[Collected data entries]
=-=-=-=-=

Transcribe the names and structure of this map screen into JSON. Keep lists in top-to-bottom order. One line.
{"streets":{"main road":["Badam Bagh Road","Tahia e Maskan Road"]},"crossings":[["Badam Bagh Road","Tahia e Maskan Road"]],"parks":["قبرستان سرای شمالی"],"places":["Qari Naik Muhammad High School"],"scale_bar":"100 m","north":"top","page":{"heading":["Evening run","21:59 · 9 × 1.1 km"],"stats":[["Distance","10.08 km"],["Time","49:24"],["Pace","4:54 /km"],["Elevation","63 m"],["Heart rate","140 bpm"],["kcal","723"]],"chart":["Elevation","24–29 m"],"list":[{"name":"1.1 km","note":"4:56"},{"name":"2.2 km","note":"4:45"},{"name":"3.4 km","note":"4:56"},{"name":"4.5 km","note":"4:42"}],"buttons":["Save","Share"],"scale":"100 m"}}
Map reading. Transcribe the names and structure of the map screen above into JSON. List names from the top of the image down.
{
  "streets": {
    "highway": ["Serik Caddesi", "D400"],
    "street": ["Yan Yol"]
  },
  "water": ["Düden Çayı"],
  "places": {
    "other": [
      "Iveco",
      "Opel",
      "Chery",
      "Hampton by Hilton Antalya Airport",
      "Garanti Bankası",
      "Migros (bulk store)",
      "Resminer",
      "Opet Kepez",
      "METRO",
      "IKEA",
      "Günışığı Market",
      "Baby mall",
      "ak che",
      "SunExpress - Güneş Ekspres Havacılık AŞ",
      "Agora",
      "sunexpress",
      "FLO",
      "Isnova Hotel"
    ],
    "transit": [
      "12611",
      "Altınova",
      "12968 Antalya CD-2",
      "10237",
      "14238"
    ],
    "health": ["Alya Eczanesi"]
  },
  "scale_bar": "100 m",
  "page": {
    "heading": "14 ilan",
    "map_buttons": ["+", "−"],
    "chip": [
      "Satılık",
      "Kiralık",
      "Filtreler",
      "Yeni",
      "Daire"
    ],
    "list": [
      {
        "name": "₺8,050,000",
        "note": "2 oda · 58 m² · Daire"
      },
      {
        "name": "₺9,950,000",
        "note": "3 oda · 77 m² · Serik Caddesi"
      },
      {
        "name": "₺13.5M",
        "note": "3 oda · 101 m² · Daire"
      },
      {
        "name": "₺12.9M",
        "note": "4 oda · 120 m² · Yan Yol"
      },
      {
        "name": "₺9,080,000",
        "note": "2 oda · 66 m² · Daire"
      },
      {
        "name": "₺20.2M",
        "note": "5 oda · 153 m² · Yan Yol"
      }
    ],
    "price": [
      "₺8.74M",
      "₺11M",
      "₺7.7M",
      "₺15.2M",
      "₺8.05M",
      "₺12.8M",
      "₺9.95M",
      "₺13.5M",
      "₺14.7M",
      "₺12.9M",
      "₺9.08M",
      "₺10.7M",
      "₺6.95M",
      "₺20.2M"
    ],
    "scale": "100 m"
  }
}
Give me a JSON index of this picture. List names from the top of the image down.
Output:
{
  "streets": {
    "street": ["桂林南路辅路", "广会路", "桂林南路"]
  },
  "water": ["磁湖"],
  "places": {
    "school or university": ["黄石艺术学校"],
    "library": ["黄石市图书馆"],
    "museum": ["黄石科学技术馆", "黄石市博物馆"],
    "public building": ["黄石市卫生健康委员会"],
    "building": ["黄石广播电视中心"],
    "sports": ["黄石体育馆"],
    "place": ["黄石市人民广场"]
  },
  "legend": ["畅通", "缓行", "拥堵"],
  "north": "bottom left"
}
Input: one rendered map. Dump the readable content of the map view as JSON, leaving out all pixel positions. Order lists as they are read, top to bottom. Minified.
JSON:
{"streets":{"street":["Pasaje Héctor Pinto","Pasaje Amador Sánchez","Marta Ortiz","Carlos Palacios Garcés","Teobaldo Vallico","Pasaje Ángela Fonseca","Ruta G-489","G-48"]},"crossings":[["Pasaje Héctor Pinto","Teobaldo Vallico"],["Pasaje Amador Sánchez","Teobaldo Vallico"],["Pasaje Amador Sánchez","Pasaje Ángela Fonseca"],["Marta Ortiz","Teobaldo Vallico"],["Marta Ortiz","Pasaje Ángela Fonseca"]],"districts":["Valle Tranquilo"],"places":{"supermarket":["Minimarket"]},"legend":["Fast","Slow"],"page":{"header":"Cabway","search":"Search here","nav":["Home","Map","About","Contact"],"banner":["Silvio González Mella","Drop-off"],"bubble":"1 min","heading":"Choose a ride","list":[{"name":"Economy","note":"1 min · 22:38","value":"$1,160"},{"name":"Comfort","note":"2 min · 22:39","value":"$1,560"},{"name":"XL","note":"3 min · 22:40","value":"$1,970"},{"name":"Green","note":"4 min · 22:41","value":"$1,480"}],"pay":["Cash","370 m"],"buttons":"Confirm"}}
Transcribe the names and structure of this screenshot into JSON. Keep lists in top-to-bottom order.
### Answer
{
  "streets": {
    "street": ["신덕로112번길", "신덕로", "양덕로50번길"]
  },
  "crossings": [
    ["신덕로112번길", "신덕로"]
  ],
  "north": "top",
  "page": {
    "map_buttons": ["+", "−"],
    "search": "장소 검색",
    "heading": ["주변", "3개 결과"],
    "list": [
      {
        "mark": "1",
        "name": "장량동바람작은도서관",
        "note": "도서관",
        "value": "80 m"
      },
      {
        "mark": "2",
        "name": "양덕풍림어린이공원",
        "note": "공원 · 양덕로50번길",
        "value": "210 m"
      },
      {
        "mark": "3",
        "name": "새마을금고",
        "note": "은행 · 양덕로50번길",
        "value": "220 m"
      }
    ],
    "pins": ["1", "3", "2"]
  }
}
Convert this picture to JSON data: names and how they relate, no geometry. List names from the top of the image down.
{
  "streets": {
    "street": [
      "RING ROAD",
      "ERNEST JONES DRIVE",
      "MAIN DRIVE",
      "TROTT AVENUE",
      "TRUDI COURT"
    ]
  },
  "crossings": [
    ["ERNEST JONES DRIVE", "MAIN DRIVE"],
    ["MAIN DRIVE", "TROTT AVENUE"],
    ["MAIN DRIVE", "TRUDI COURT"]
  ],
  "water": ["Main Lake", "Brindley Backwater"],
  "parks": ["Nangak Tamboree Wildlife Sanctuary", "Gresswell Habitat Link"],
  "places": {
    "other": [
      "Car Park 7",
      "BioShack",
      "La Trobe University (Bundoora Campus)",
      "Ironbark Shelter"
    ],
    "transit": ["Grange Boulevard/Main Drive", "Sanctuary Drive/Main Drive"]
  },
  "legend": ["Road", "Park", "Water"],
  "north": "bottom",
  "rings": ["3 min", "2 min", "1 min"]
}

=-=-=-=-=

Work instructions.
Starting from the records above, copy each line where the string "lists" is found.

Result of this exercise.
Transcribe the names and structure of this map screen into JSON. Keep lists in top-to-bottom order. One line.
Input: one rendered map. Dump the readable content of the map view as JSON, leaving out all pixel positions. Order lists as they are read, top to bottom. Minified.
Transcribe the names and structure of this screenshot into JSON. Keep lists in top-to-bottom order.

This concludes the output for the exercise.